Jean Baptiste Delambre
September 19, 2012
On this date in 1749, Jean Baptiste Delambre
was born in France. Delambre made huge contributions to astronomy
despite losing most of his vision to smallpox as a toddler. He was
educated at a Jesuit College in Amiens until the Jesuits were expelled
from France in 1764. Although originally contemplating a life as a
priest, Delambre became a rationalist. He tutored, then studied in Paris
under the eminent atheist and astronomer Joseph Lalande, becoming his
assistant. In 1789, Delambre recorded the transit of Mercury across the
Sun, and corrected the existing tables. In 1789, Delambre won the Grand
Prix by the Academy of Sciences for calculating the precise orbit of
Uranus. He was given his own observatory in 1789. In 1792, he published
tables on the Sun, Jupiter, Saturn, Uranus, and the satellites of
Jupiter. Delambre wrote the first of three volumes containing the
measurement of the earth in 1806. In 1809, Napoleon, his admirer, asked
the Academy to award a "best scientific publication of the decade,"

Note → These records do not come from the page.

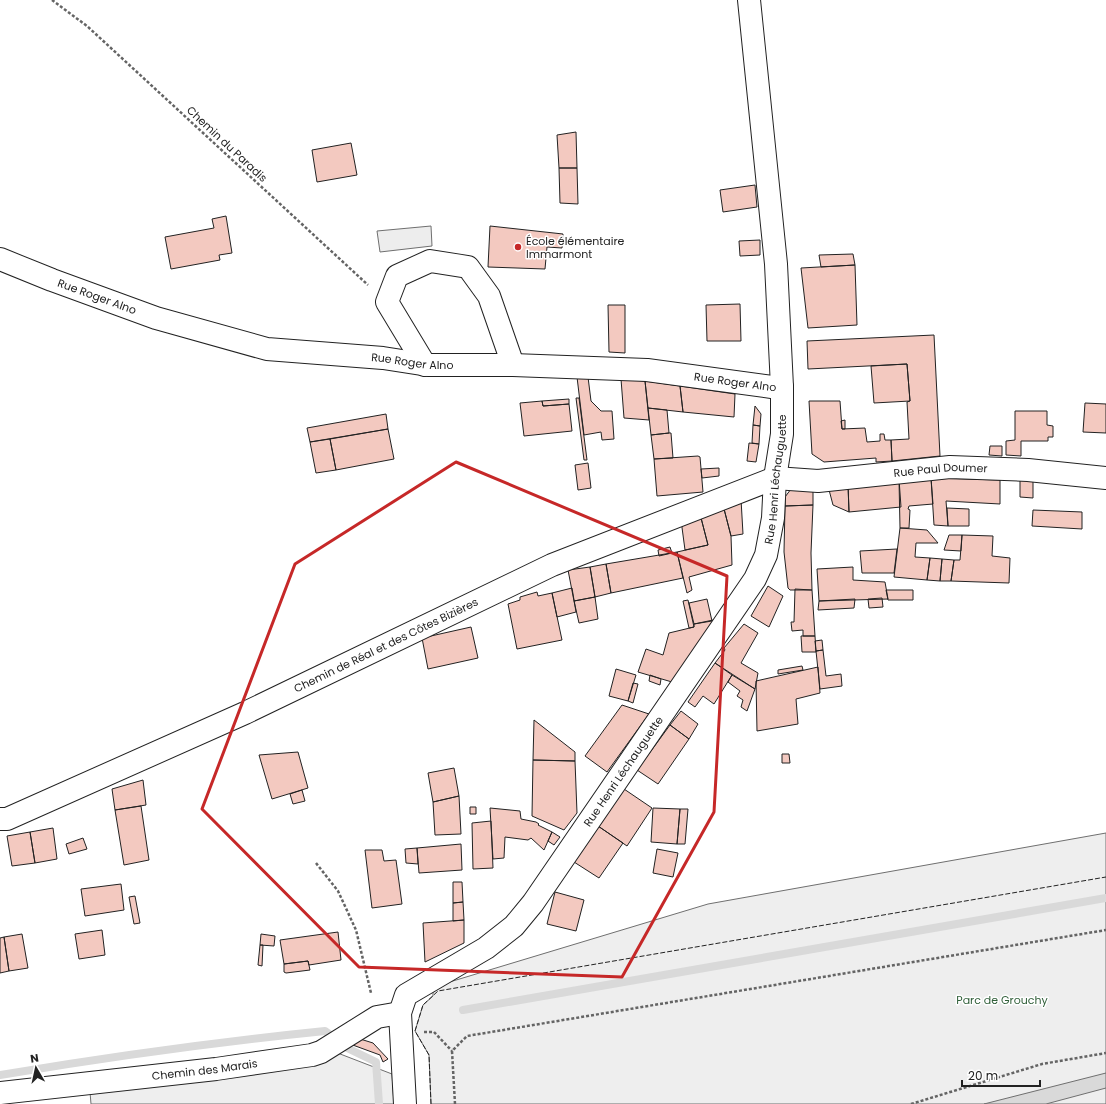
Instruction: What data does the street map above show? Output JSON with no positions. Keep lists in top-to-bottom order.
{
  "streets": {
    "street": [
      "Rue Roger Alno",
      "Rue Paul Doumer",
      "Rue Henri Léchauguette",
      "Chemin de Réal et des Côtes Bizières",
      "Chemin des Marais"
    ],
    "path": ["Chemin du Paradis"]
  },
  "crossings": [
    ["Rue Roger Alno", "Rue Henri Léchauguette"],
    ["Rue Paul Doumer", "Rue Henri Léchauguette"],
    ["Rue Paul Doumer", "Chemin de Réal et des Côtes Bizières"],
    ["Rue Henri Léchauguette", "Chemin de Réal et des Côtes Bizières"],
    ["Rue Henri Léchauguette", "Chemin des Marais"]
  ],
  "parks": ["Parc de Grouchy"],
  "places": ["École élémentaire Immarmont"],
  "scale_bar": "20 m",
  "north": "top"
}
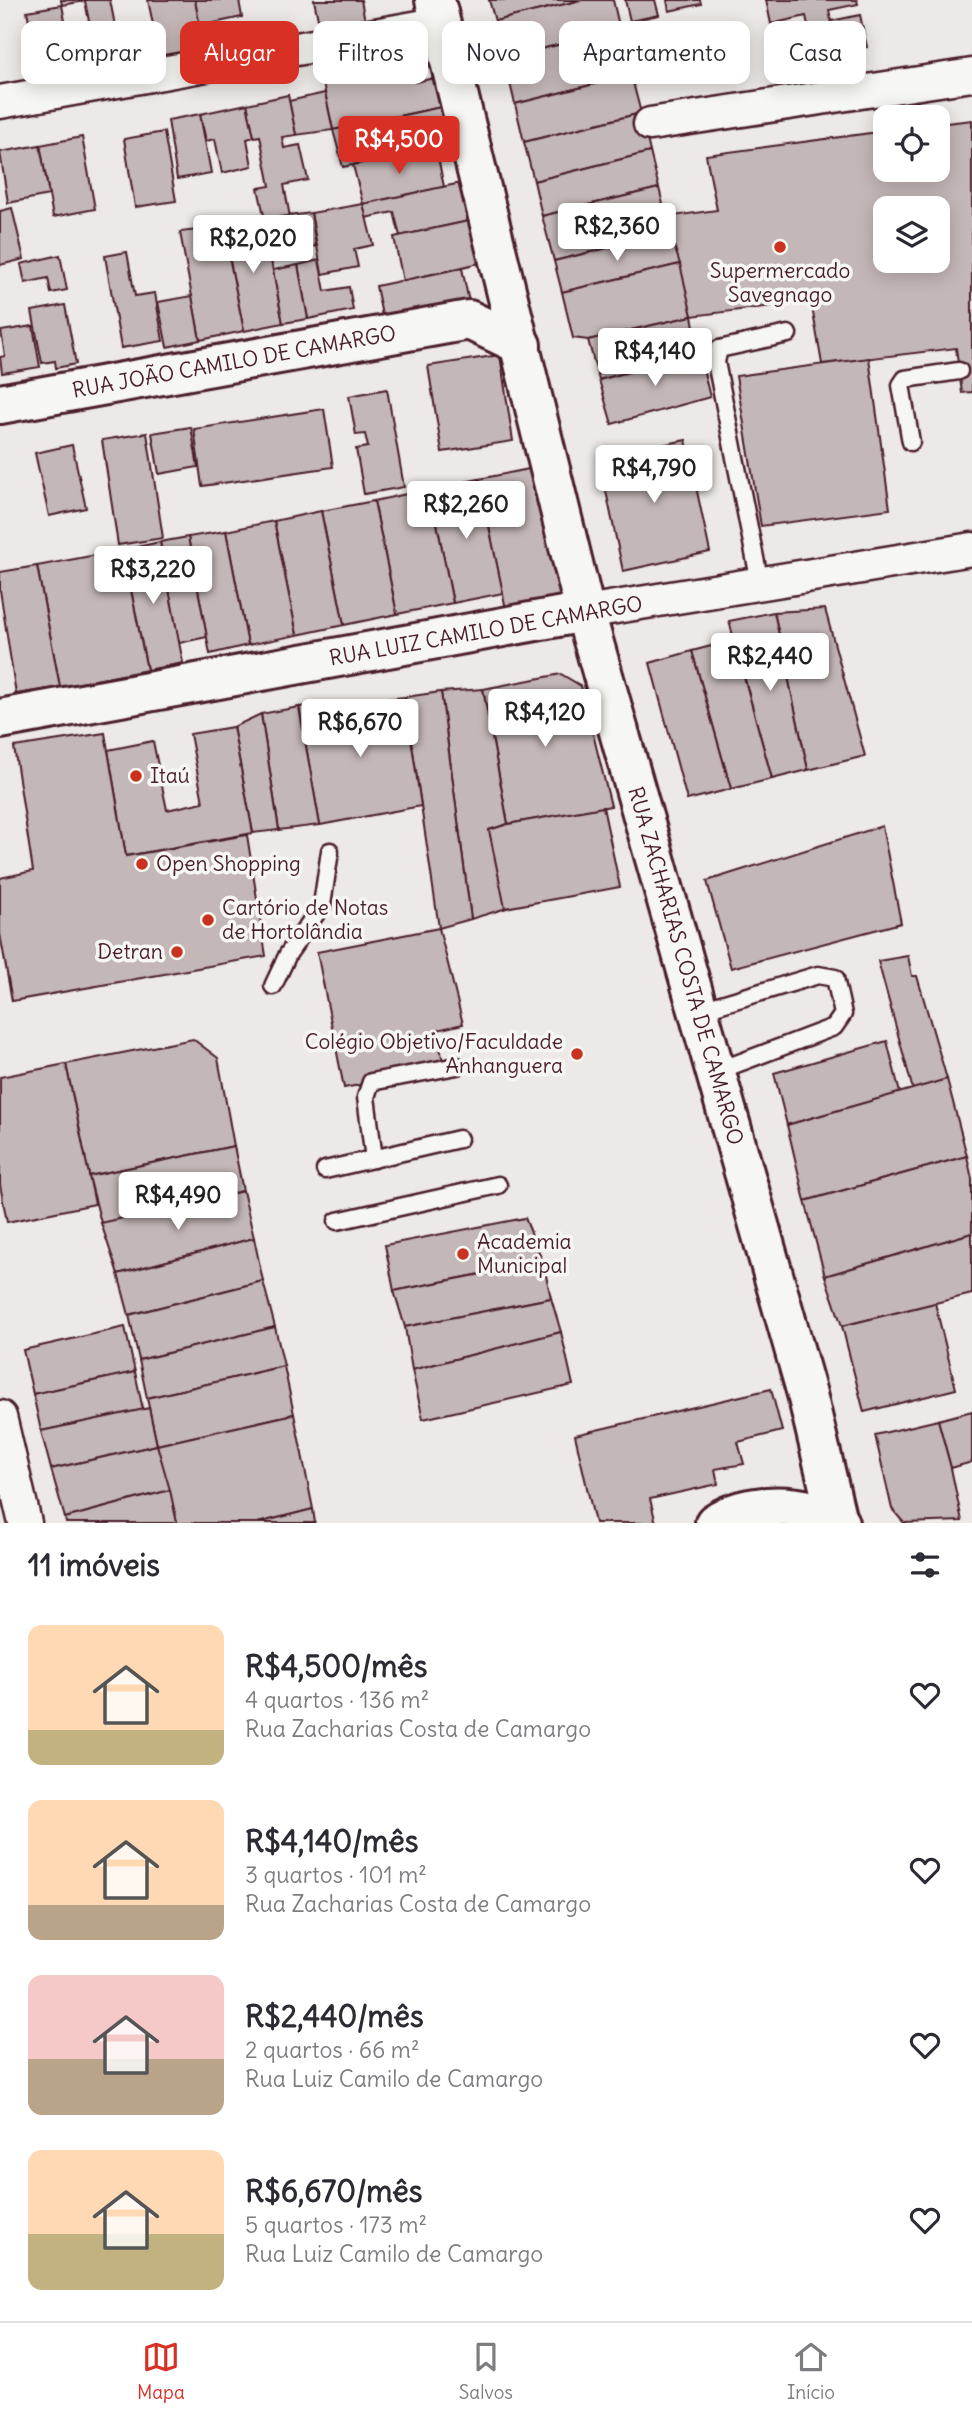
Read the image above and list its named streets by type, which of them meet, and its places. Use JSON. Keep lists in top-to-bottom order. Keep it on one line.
{"streets":{"main road":["RUA JOÃO CAMILO DE CAMARGO","RUA LUIZ CAMILO DE CAMARGO","RUA ZACHARIAS COSTA DE CAMARGO"]},"crossings":[["RUA LUIZ CAMILO DE CAMARGO","RUA ZACHARIAS COSTA DE CAMARGO"]],"places":["Supermercado Savegnago","Itaú","Open Shopping","Cartório de Notas de Hortolândia","Detran","Colégio Objetivo/Faculdade Anhanguera","Academia Municipal"],"page":{"chip":["Comprar","Alugar","Filtros","Novo","Apartamento","Casa"],"price":["R$4,500","R$2,360","R$2,020","R$4,140","R$4,790","R$2,260","R$3,220","R$2,440","R$4,120","R$6,670","R$4,490"],"heading":"11 imóveis","list":[{"name":"R$4,500/mês","note":"4 quartos · 136 m² · Rua Zacharias Costa de Camargo"},{"name":"R$4,140/mês","note":"3 quartos · 101 m² · Rua Zacharias Costa de Camargo"},{"name":"R$2,440/mês","note":"2 quartos · 66 m² · Rua Luiz Camilo de Camargo"},{"name":"R$6,670/mês","note":"5 quartos · 173 m² · Rua Luiz Camilo de Camargo"}],"tabs":["Mapa","Salvos","Início"]}}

which went to Delambre. Delambre's multi-volume History of Astronomy
became a science classic. Mathematician Jean Fourier, in his obituary
of Delambre, said the scientific world was indebted to Delambre for the
geodetic operation. The United States was indebted to Delambre for his
role in freeing a Mr. M. Smithson, a political prisoner of war. In 1809,
Delambre wrote the French Ministry of War requesting his release.
Smithson later bequeathed his extensive estate to the United States to
found the establishment that became the Smithsonian Institution. D. 1822.
“Conquests will come and go but this work will endure.”